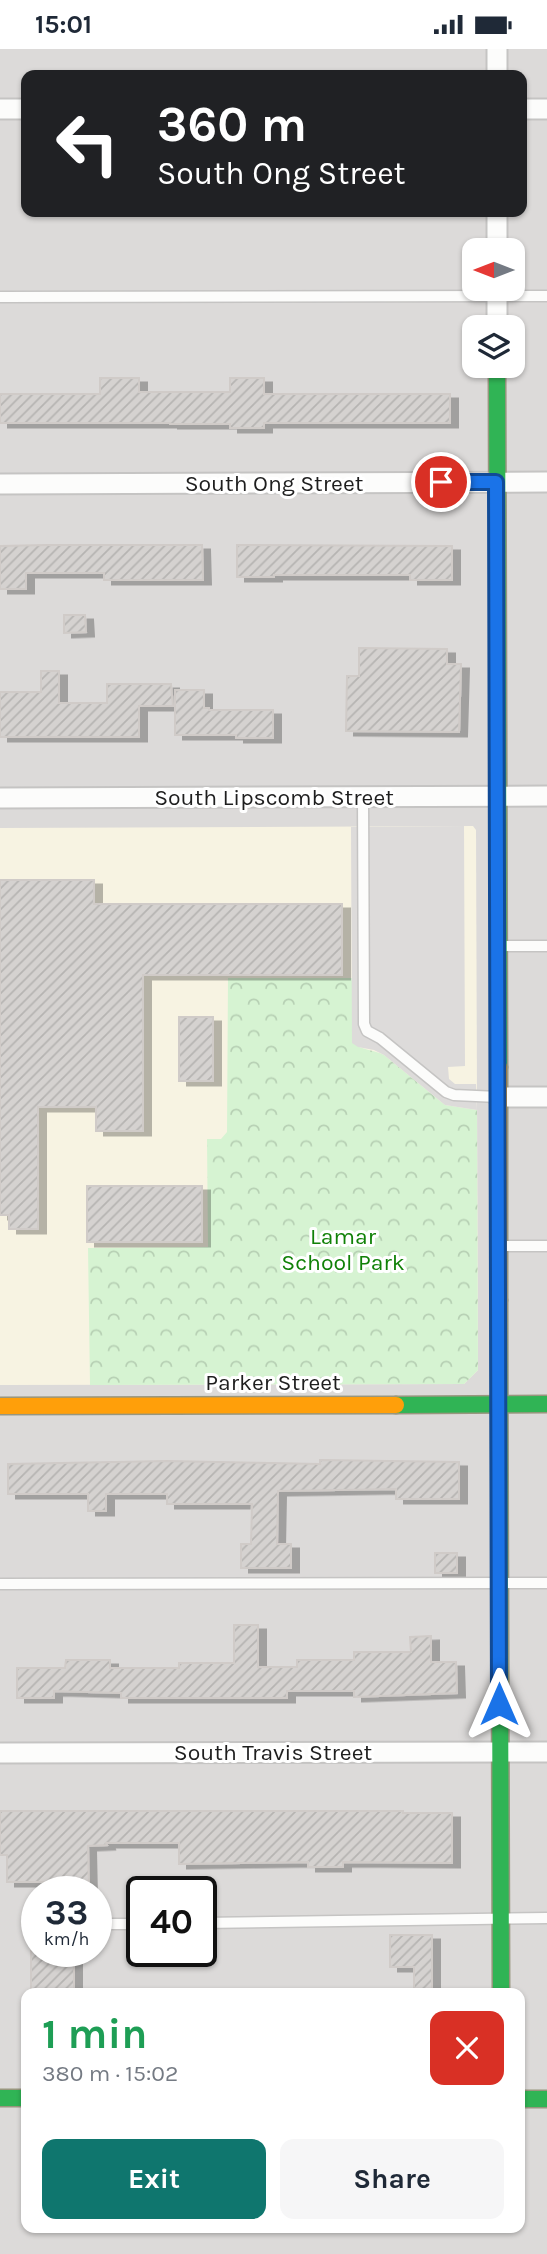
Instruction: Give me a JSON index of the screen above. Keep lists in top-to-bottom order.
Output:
{
  "streets": {
    "street": [
      "South Ong Street",
      "South Lipscomb Street",
      "Parker Street",
      "South Travis Street"
    ]
  },
  "parks": ["Lamar School Park"],
  "north": "left",
  "page": {
    "status": "15:01",
    "turn": ["360 m", "South Ong Street"],
    "speed": "33 km/h",
    "limit": "40",
    "heading": ["1 min", "380 m · 15:02"],
    "buttons": ["Exit", "Share"]
  }
}
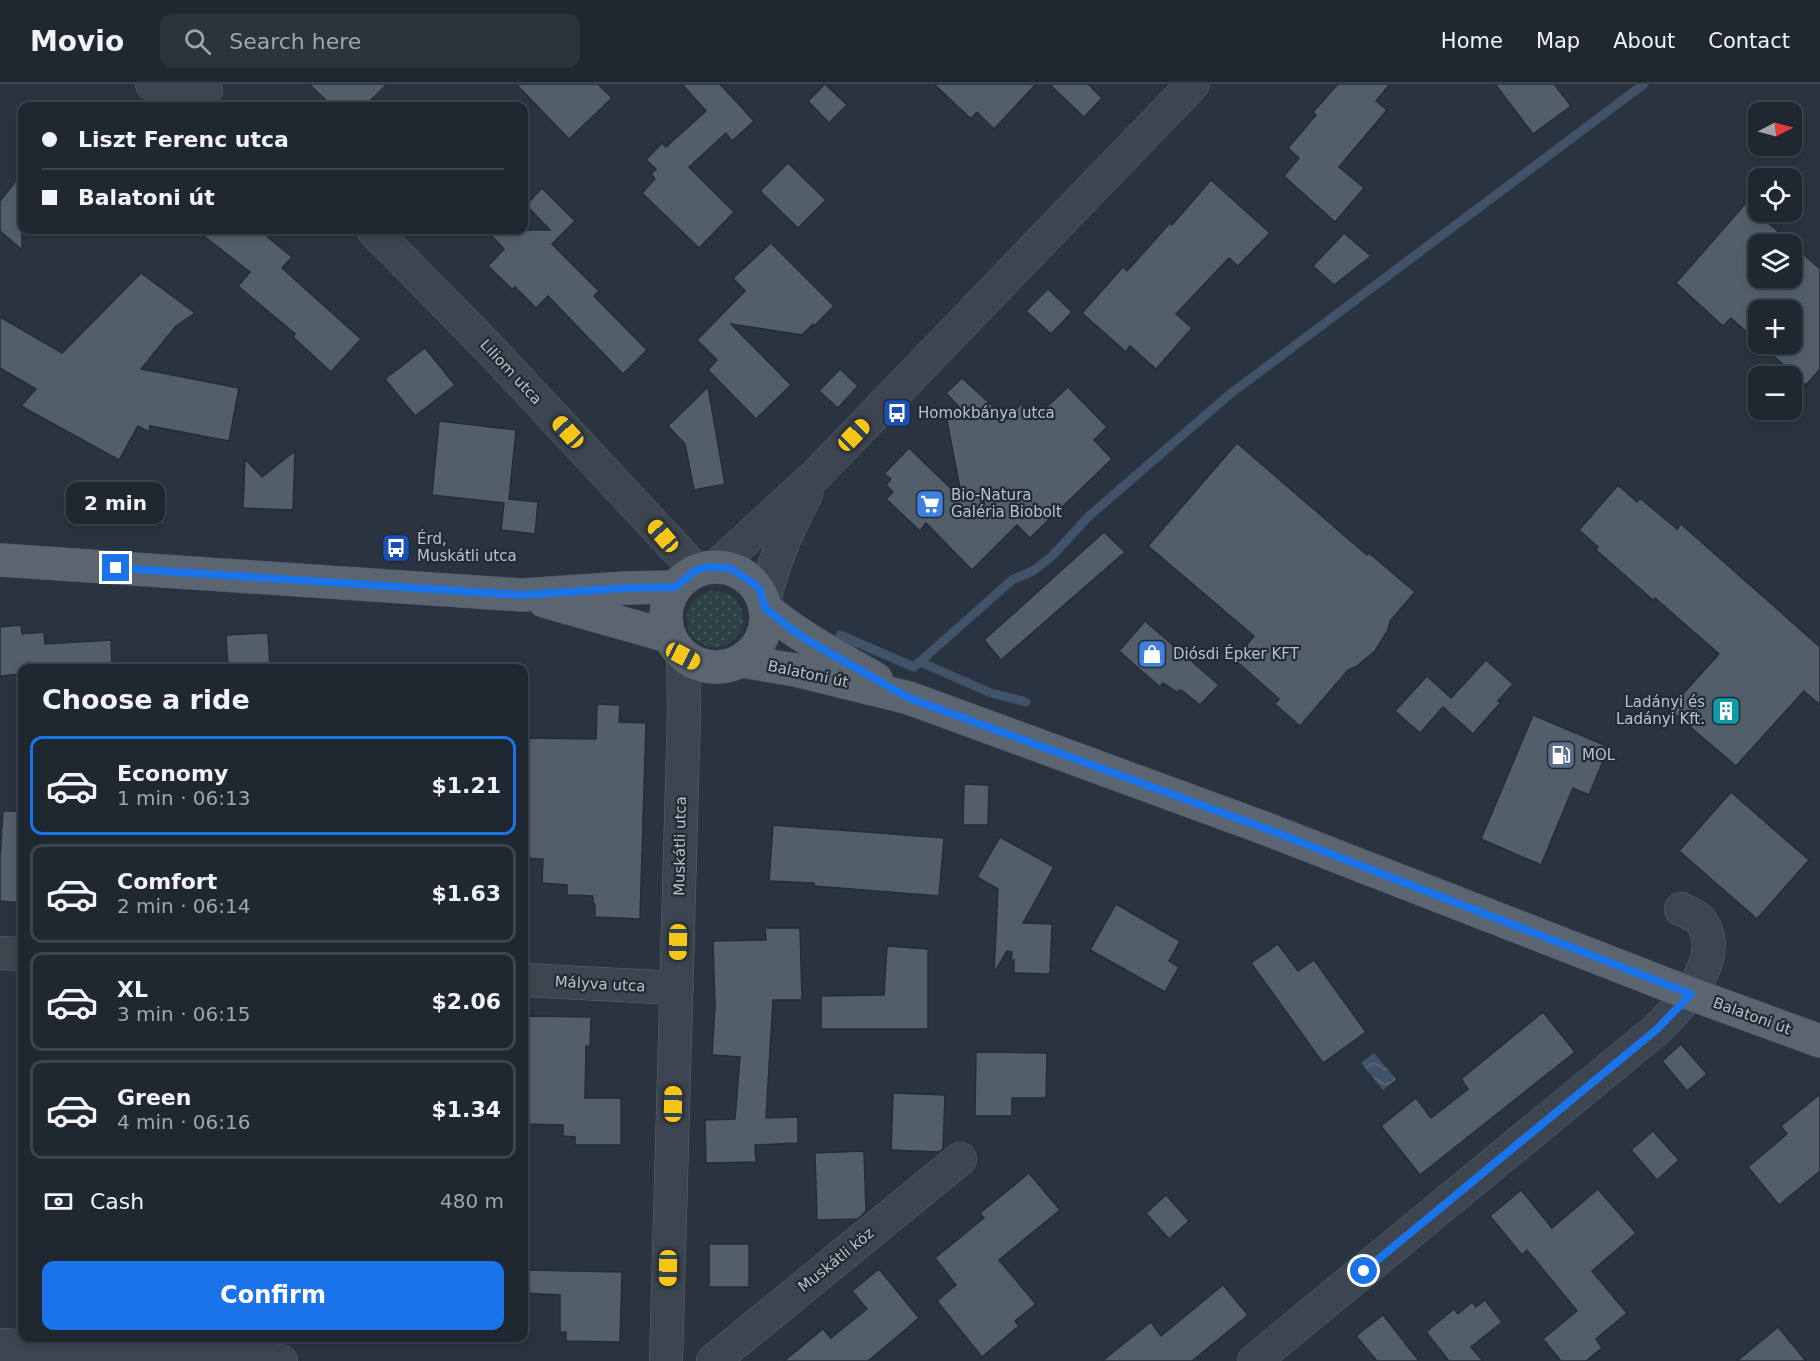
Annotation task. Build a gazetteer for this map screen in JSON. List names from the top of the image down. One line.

----------

**What to work on**
Copy all lines of the preceding data that hold the word "screen".

**Response to this task**
Instruction: Give me a JSON index of the screen above. Keep lists in top-to-bottom order.
Annotation task. Build a gazetteer for this map screen in JSON. List names from the top of the image down. One line.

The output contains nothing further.